I left my sunny beach for Kyiv, Ukraine, to attend a funeral of a 35-year-old Ukrainian soldier, mother and father and sister broken. My brain still fails to comprehend a world in which a leader would consciously kill human beings for no reason.
Furthermore, I am baffled by a world that sits around and does little. I hope at some point the world wakes up and responds with full force to this madness. My vest and helmet were donated amid the service to a Ukrainian going to the front, and I hope neither he nor I are next for a box in the square.
Ryan Routh
Kaaawa
Update Social Security rules to help kupuna
Social Security benefits are adjusted to account for inflation and wage growth. However, the provisional income that determines whether or not a portion of the Social Security benefits is taxable has not changed at all since it was first established by Congress in 1983. Consequently, more and more seniors are shocked to learn that they are losing part of their benefits to the government through taxes.
The Social Security Administration defines provisional income as all taxable income plus 50% of the benefits and certain tax-exempt interest. Currently, for single tax filers with provisional income of more than $34,000 and couples who file joint returns with provisional income of more than $44,000, up to 85% of their benefits is taxable.
Congress needs to adjust the provisional income to reflect today’s economic realities. Failure to do so would be a great disservice to many seniors.
Rod B. Catiggay
Mililani
Partisan sniping doesn’t help U.S. Supreme Court
In recent weeks, the Star-Advertiser has run several opinion pieces on the U.S. Supreme Court. Each has suggested the court is “broken” (“Supreme Court is broken, as is system confirming its justices,” April 13), or faces “a giant legitimacy crisis” (“Eroding trust,” April 3).
This may not reflect an accurate picture of the current state of affairs at the court.
Throughout its history, the court has had to address difficult questions of legal and social policy, resulting occasionally in controversies affecting the court itself. Yet it has weathered those political storms and emerged as strong or stronger than ever.

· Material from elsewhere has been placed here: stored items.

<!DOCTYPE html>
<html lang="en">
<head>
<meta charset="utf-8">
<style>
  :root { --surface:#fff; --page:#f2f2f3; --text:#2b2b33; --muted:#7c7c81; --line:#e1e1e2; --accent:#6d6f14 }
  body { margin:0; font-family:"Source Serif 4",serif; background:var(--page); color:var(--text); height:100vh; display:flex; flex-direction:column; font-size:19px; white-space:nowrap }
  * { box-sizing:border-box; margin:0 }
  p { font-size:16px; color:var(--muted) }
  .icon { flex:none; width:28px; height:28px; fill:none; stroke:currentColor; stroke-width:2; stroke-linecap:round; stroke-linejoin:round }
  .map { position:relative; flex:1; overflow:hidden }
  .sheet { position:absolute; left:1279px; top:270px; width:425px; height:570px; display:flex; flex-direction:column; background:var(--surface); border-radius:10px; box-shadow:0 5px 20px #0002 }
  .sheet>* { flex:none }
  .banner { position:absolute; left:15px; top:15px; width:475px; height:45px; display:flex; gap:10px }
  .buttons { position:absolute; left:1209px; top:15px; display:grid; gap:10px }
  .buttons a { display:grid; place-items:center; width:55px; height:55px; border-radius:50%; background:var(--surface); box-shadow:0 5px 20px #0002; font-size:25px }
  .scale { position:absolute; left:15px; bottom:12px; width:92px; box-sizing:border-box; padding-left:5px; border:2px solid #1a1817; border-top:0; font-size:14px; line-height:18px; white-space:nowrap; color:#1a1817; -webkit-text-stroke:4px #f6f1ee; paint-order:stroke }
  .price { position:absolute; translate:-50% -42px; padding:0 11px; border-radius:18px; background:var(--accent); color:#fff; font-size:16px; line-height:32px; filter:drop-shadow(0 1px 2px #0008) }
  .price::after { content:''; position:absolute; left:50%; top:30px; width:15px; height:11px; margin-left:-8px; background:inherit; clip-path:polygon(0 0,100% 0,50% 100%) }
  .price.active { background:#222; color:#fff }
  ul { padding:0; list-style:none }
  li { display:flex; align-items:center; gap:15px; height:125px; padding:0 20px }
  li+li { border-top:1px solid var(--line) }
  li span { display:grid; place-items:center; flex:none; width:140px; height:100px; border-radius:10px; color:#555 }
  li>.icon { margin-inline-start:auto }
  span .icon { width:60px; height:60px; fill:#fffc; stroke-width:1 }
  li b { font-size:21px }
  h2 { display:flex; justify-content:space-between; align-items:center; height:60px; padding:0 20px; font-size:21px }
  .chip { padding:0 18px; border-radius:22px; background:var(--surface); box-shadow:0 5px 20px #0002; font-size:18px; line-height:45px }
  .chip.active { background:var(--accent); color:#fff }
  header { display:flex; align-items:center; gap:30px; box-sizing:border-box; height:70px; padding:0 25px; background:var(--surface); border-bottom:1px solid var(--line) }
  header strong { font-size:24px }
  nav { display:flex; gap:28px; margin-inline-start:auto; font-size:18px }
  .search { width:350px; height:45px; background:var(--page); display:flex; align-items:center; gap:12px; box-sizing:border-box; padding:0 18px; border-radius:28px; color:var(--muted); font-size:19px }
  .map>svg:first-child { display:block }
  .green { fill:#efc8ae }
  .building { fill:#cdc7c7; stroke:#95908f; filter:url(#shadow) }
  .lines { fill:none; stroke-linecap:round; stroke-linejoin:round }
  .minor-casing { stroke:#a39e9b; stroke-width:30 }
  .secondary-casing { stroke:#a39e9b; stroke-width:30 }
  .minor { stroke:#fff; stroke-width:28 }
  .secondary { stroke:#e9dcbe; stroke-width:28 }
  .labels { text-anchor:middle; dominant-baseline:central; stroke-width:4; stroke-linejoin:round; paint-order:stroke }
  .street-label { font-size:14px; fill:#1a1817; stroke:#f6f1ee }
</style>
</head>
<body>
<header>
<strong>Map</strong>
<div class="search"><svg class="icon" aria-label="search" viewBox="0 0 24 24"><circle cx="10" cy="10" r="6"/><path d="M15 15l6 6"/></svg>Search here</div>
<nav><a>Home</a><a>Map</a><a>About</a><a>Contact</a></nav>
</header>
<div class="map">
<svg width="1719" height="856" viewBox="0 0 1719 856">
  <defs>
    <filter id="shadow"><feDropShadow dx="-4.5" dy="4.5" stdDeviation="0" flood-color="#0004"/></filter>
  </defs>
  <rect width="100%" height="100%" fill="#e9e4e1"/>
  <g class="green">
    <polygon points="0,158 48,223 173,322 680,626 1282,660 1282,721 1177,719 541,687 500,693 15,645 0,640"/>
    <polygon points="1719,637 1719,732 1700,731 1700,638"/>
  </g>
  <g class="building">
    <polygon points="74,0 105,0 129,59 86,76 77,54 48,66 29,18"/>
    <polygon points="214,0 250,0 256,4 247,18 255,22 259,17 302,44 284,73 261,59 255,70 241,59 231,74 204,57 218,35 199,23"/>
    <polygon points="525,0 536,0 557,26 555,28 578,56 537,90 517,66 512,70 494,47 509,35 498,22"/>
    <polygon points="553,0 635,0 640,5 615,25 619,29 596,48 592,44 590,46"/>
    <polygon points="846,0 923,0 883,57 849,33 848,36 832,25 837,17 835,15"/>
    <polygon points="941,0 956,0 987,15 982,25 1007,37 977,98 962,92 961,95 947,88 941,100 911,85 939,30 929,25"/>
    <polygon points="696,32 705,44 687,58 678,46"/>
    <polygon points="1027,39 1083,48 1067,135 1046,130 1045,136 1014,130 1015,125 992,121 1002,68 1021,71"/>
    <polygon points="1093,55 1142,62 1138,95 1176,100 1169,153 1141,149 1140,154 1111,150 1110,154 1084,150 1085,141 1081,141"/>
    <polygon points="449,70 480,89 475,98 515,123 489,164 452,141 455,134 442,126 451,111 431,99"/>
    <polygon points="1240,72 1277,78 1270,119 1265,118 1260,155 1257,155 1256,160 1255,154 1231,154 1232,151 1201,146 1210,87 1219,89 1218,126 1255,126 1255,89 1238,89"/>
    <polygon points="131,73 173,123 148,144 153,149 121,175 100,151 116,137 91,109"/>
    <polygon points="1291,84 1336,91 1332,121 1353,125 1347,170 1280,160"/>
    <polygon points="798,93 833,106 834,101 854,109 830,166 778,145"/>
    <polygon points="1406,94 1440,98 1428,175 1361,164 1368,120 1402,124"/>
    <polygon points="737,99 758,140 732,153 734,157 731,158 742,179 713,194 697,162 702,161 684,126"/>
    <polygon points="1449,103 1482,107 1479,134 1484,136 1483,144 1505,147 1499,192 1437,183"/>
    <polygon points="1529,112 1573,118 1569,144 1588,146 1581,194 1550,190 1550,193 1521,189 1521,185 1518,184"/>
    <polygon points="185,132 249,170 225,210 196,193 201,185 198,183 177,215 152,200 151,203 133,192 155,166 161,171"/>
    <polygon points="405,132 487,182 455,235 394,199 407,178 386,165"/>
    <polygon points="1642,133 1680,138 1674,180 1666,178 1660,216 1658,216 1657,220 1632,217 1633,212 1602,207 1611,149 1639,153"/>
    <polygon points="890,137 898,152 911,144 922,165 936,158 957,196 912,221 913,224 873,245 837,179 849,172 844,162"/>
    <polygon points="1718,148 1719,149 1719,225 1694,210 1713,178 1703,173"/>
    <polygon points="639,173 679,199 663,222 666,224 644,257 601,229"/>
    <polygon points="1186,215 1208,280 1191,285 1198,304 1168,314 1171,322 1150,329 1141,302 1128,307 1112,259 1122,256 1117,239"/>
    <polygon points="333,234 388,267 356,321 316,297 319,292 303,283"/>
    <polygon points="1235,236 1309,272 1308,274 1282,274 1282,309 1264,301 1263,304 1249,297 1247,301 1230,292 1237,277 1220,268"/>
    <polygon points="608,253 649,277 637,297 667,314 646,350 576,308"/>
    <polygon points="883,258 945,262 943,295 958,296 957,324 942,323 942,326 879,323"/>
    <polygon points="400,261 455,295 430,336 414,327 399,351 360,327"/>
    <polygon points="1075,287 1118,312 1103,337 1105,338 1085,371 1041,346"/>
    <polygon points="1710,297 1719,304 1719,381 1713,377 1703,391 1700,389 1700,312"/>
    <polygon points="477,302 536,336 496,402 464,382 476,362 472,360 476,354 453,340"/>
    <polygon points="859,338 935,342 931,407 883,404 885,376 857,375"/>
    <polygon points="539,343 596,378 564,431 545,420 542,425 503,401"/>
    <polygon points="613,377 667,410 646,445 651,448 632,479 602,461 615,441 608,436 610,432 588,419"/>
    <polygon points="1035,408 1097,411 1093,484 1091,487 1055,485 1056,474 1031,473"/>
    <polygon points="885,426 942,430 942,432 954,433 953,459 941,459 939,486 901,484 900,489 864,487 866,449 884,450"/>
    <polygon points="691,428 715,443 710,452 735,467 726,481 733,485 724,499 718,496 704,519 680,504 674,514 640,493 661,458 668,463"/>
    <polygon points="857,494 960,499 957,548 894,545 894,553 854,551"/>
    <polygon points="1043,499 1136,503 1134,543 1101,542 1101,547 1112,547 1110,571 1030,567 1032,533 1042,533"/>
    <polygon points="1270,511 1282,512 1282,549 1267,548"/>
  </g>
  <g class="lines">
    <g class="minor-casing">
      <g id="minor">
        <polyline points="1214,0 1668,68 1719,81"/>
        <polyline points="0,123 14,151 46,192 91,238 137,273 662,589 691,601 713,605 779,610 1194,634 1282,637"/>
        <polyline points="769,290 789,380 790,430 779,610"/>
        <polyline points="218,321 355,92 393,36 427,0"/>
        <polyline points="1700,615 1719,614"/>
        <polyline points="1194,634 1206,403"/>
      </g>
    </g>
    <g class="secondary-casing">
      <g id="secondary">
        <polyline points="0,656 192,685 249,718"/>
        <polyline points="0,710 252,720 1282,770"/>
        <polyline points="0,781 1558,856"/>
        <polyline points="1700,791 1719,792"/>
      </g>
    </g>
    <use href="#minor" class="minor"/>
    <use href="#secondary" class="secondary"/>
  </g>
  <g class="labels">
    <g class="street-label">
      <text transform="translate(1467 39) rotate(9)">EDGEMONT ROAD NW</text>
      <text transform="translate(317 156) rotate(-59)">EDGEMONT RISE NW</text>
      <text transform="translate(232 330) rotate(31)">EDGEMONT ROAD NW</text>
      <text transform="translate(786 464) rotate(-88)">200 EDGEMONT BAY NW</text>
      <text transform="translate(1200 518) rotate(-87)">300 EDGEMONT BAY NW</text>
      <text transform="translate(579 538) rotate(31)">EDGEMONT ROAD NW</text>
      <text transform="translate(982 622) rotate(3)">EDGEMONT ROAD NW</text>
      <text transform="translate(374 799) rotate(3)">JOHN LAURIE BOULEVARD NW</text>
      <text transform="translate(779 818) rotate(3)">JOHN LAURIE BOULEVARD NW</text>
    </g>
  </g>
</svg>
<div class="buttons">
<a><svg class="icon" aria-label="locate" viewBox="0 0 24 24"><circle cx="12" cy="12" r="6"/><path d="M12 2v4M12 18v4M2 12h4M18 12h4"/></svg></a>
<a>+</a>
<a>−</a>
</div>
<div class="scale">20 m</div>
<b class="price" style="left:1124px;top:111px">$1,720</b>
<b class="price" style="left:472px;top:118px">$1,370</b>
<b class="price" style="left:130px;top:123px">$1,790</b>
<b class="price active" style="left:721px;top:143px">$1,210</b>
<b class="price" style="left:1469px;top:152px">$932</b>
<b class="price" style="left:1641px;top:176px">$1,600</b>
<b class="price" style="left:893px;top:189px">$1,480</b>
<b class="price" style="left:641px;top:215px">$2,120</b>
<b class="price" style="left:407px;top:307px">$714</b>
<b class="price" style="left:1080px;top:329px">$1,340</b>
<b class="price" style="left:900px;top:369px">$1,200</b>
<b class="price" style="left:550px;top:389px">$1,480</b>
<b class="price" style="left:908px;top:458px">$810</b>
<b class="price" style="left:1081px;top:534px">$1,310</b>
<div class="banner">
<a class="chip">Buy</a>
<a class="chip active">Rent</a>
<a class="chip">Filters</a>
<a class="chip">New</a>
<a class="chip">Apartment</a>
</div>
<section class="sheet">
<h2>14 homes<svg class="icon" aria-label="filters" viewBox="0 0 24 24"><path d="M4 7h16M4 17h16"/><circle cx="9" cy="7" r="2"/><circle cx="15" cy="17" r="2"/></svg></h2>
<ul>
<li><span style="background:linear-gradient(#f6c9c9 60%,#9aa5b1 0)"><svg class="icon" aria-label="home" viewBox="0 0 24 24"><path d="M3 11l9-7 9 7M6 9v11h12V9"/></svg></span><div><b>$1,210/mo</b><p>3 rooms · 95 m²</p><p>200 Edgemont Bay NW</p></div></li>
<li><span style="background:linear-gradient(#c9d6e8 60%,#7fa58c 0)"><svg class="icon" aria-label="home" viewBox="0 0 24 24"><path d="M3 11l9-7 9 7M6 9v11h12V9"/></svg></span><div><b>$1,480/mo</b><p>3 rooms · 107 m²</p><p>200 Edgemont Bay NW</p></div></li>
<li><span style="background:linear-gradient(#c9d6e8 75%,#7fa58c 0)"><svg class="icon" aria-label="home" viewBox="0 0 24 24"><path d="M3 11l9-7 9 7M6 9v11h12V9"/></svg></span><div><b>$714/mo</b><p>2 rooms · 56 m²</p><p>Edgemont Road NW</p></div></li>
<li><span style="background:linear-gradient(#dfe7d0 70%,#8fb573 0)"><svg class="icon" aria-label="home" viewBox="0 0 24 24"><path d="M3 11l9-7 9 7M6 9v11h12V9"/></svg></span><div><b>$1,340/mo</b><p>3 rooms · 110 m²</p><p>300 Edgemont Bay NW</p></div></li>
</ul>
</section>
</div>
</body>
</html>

It is easy to exaggerate those storms and suggest, as the opinion writers do, that somehow the court will be weakened by the supposed institutional damage inflicted on it by its alleged actions.
Partisan attacks by the left or right on the court are not surprising, but it is difficult to see how helpful to the court they can be. And it may be preferable to hold off on evaluating court members until passions cool and perspective can be achieved.
Michael Kappos
Ala Wai
Change course to keep Haiku Stairs for future
This is in reply to Beth Anderson’s letter about the Haiku Stairs (“Haiku Stairs demolition not worth expense, loss,” Star-Advertiser, April 21).
My family has lived in Haiku Village for more than 53 years and the stairs have been a big part of our family’s “growing up” memories. Now we have been drowning in red tape of opening the stairs for 20-plus years.
If we can put a man on the moon, we can solve the issues surrounding this wonderful historic landmark and open them up for all to enjoy legally — just like all the other hikes on the island that didn’t start off for the public’s recreational use.
City Council members: The changing of your position from removal to reopening is the harder choice, but the pono choice. There is no shame in acknowledging this and changing course, but humbleness and respect in righting it. Keep the stairs for the past, keep them for the present, keep them for the future; it’s the right thing to do.
Removing them is wrong on so many levels. Unique in all the world. Gone means forever.
Annette Lancaster
Kaneohe
Instead of $300, invest in more housing, ERS
The letter from John Arnest hit it right on the head (“$300 tax rebate dismays as ERS liability grows,” Star-Advertiser, April 12). State Rep. Sylvia Luke, a candidate for lieutenant governor, chairs the powerful House Finance Committee and has been for many years. It’s rather apparent that she is using her position as chairperson to curry favor with our taxpayers/voters, trying to sway the voters with this $300 rebate to each resident.
As Arnest suggests, why not use the money (approximately $400 million) to strengthen the state’s Employees’ Retirement System that would benefit all city and state government retirees? Or, why not build more housing for the many homeless?
Bernie Mendoza
Kalihi
Columnist’s doublespeak misleads on free speech
Cal Thomas’s column, “Musk-Twitter issue reveals free speech doublespeak,” (Star-Advertiser, April 19) was itself an excellent example of the doublespeak employed by many political “conservatives” to misinform the American people in their pursuit of power.
First they label the “left” as promoting too much free speech, such as Thomas finds offensive to “parental values in the public schools,” and violates standards “of tradition and decorum.” Then, he praises Elon Musk’s possible takeover of Twitter as the solution, because, of course, Musk’s wish for a no-filters forum will encourage … what? Unlimited freedom to observe tradition and decorum? Sustain family values? Or violent, child pornographic, and deliberately divisive and misleading speech?
This doublespeak is how today’s leaders of “conservative values“ undermine those values, along with the American traditional freedom of speech, which has always been limited by “traditional” concerns, such safeguarding the lives and rights of others.